▶ [THE PROBLEM] Using the records that follow, copy every line containing the word "place".

+-------+

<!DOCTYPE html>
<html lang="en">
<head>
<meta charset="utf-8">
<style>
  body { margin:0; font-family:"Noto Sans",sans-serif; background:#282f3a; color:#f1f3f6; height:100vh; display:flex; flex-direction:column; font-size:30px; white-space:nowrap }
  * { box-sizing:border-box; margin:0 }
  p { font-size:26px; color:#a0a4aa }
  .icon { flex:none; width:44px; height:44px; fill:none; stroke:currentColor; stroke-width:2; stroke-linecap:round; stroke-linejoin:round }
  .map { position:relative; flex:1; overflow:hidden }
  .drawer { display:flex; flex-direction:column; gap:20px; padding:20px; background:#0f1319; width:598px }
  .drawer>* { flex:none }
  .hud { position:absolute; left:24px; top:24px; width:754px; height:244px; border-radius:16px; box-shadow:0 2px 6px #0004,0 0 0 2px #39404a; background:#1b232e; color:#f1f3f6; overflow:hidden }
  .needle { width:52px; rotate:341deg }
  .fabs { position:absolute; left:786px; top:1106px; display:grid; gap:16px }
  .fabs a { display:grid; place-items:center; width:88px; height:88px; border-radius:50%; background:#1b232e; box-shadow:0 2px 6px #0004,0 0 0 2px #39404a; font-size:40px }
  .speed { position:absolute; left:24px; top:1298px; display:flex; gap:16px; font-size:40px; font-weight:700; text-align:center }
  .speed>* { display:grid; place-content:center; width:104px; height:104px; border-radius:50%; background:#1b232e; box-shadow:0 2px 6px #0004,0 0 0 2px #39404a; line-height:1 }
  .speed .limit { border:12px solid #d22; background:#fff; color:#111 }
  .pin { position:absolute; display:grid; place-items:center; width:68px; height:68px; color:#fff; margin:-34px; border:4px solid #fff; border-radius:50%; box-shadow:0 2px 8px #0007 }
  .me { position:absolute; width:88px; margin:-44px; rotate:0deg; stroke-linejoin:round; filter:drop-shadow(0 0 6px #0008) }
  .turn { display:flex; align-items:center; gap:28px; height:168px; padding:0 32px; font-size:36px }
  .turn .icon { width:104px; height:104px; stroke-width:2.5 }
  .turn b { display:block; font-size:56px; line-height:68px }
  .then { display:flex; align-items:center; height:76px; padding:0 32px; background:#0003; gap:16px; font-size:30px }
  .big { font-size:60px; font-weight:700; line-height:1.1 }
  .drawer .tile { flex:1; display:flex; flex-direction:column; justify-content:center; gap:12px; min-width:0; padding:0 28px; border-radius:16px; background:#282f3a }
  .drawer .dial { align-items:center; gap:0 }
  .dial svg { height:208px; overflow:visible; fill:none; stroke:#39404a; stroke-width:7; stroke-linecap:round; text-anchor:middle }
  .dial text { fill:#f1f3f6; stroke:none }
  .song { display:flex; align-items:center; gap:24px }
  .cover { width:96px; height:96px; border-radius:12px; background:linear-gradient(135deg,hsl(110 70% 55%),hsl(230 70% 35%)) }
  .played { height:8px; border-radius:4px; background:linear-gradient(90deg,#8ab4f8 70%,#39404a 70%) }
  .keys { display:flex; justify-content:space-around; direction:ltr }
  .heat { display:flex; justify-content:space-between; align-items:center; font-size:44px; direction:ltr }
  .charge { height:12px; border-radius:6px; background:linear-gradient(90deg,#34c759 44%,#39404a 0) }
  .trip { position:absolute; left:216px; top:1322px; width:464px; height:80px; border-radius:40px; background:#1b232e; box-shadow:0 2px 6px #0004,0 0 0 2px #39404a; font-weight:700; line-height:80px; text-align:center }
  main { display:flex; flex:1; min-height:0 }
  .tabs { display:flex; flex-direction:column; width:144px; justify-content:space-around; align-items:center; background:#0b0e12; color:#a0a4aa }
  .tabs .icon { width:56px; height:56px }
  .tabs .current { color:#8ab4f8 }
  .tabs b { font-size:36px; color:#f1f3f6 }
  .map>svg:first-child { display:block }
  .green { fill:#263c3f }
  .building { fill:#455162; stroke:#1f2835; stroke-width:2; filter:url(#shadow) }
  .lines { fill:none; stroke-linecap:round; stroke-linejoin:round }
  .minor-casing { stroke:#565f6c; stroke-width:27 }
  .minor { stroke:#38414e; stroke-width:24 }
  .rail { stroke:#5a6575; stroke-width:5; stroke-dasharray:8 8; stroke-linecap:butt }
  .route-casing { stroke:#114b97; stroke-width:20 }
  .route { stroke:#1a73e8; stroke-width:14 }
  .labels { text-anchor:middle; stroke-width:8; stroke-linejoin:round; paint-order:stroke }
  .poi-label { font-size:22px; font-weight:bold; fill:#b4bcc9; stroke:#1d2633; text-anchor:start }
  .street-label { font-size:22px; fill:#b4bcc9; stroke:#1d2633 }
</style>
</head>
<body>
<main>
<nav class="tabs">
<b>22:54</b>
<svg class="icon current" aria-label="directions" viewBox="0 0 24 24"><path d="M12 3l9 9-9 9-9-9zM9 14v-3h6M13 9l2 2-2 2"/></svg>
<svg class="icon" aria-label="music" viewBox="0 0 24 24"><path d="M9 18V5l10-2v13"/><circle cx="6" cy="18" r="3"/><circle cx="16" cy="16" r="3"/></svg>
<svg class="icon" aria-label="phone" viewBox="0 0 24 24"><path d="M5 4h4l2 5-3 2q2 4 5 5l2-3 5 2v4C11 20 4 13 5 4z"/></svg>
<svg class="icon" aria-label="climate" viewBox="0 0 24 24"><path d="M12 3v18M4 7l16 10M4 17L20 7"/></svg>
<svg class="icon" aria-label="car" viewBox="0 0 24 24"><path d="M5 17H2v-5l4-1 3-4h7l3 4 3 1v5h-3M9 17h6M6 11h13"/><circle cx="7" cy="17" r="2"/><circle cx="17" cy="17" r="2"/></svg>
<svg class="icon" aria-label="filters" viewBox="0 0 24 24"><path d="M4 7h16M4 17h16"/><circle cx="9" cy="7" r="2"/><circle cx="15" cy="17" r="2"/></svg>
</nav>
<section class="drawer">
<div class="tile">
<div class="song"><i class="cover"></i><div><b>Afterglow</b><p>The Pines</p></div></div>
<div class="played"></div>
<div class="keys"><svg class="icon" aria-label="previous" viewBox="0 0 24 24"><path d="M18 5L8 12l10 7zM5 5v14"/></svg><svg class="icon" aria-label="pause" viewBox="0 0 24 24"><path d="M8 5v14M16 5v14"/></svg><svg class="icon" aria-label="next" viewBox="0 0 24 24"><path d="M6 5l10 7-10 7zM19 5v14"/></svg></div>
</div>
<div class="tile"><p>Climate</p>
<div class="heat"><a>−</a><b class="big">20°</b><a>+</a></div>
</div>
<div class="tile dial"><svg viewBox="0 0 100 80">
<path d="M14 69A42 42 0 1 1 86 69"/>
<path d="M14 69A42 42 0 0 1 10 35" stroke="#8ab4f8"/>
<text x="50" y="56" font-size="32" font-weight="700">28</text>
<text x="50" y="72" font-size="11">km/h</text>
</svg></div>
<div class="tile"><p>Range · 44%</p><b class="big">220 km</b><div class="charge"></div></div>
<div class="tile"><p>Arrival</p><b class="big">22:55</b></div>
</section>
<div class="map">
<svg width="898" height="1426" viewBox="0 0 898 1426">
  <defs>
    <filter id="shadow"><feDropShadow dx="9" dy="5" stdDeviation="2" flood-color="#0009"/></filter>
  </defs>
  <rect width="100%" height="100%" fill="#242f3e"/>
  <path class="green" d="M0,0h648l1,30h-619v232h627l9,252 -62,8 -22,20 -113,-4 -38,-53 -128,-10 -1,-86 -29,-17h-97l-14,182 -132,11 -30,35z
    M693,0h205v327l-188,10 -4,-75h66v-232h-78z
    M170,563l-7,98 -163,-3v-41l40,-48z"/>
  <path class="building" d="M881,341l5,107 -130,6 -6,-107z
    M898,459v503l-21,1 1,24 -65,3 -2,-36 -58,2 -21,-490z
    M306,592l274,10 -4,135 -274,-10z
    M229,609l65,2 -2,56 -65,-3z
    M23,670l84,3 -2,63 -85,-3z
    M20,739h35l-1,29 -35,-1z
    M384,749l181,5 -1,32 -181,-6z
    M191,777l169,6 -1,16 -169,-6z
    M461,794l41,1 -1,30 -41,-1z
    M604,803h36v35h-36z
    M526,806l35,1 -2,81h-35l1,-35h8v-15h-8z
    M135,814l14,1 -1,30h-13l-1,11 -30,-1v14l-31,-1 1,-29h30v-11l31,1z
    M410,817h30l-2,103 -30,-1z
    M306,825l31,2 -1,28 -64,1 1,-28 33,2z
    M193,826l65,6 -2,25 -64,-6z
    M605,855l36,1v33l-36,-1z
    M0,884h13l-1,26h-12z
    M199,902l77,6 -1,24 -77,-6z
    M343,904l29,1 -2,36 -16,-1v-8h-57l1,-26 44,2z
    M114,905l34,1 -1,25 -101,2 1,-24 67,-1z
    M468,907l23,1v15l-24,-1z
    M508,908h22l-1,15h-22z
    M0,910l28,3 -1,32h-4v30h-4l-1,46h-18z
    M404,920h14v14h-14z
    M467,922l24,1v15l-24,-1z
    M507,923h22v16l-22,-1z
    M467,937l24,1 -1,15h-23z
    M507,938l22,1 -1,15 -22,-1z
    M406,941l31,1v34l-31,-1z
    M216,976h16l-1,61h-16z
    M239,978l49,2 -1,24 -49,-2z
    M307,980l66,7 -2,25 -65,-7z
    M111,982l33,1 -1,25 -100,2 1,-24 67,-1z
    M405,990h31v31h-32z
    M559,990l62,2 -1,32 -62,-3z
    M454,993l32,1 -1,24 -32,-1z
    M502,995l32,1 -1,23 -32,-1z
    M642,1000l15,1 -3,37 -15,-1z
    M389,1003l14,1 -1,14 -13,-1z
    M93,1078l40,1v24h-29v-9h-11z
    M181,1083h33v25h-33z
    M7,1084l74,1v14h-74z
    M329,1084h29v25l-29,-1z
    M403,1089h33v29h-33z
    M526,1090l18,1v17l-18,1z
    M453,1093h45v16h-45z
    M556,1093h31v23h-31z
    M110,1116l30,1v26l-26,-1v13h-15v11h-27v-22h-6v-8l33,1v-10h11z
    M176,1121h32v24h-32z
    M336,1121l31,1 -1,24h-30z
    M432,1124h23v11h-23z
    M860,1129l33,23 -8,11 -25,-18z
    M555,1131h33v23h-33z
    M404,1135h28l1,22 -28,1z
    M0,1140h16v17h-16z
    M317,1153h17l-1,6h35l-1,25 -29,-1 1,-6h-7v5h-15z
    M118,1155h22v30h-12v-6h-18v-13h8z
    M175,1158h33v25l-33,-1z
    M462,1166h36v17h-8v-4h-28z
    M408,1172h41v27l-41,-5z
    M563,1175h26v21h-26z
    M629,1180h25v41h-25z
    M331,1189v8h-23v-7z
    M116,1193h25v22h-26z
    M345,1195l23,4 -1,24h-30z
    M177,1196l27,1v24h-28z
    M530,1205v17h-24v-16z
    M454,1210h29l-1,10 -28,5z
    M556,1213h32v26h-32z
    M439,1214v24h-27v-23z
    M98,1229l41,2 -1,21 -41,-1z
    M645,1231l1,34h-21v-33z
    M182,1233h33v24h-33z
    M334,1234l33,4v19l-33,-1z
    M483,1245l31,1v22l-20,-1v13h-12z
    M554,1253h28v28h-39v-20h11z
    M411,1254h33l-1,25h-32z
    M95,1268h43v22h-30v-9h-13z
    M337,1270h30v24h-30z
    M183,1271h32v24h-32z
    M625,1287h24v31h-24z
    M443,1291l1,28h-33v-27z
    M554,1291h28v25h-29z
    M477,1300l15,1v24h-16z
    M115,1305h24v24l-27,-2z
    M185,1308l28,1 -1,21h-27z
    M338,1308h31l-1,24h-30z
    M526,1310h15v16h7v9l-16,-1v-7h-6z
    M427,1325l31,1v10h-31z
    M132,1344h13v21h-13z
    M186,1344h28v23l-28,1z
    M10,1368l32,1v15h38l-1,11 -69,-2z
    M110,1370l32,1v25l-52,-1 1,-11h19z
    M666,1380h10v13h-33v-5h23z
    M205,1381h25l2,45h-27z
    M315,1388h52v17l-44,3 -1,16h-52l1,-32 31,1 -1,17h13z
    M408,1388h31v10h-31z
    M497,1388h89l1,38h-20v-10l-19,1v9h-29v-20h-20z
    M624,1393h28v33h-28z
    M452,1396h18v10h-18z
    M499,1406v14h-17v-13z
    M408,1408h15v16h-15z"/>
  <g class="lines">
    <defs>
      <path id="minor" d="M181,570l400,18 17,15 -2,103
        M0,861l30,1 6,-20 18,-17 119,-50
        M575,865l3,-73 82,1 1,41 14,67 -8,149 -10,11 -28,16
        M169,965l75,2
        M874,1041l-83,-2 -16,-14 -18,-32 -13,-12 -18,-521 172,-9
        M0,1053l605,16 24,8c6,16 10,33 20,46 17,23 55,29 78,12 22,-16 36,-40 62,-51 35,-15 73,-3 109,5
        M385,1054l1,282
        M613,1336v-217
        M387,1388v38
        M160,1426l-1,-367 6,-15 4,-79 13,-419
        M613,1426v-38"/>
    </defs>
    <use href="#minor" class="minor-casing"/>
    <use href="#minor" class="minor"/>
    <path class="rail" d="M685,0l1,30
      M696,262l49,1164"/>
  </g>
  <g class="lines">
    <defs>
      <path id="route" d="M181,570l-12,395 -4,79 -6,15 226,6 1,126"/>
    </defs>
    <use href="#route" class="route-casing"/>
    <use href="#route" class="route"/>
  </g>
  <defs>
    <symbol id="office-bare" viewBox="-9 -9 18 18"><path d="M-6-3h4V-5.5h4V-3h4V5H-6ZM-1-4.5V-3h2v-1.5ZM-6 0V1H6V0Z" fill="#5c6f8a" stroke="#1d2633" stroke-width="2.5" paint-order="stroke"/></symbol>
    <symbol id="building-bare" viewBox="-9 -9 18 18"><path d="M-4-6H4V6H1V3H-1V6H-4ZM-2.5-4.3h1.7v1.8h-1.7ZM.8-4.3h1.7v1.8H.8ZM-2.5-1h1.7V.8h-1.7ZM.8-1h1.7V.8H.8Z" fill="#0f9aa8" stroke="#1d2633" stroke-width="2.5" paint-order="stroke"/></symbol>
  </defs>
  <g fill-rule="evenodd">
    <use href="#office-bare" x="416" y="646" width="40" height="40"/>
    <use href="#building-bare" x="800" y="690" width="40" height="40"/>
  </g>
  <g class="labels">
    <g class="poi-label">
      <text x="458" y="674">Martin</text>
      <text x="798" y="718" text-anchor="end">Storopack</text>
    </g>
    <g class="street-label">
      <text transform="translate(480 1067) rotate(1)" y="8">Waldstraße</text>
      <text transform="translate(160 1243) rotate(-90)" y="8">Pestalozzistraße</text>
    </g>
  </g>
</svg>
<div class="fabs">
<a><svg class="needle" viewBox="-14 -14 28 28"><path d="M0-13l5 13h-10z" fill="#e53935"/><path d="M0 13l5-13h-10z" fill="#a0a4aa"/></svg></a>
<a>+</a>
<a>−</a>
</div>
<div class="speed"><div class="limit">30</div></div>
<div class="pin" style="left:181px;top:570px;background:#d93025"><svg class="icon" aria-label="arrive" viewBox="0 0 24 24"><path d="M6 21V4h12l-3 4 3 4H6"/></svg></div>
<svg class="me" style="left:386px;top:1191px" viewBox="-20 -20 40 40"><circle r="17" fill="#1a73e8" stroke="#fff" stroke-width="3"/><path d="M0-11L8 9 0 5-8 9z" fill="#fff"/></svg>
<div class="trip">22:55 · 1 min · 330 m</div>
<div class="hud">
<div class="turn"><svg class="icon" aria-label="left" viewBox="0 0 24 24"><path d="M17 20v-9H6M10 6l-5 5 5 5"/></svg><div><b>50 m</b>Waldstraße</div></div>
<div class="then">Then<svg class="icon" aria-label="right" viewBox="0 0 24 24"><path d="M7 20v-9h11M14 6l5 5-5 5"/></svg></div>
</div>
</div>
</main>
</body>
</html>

+-------+

▶ [RESPONSE TO THE TASK]
  .fabs a { display:grid; place-items:center; width:88px; height:88px; border-radius:50%; background:#1b232e; box-shadow:0 2px 6px #0004,0 0 0 2px #39404a; font-size:40px }
  .speed>* { display:grid; place-content:center; width:104px; height:104px; border-radius:50%; background:#1b232e; box-shadow:0 2px 6px #0004,0 0 0 2px #39404a; line-height:1 }
  .pin { position:absolute; display:grid; place-items:center; width:68px; height:68px; color:#fff; margin:-34px; border:4px solid #fff; border-radius:50%; box-shadow:0 2px 8px #0007 }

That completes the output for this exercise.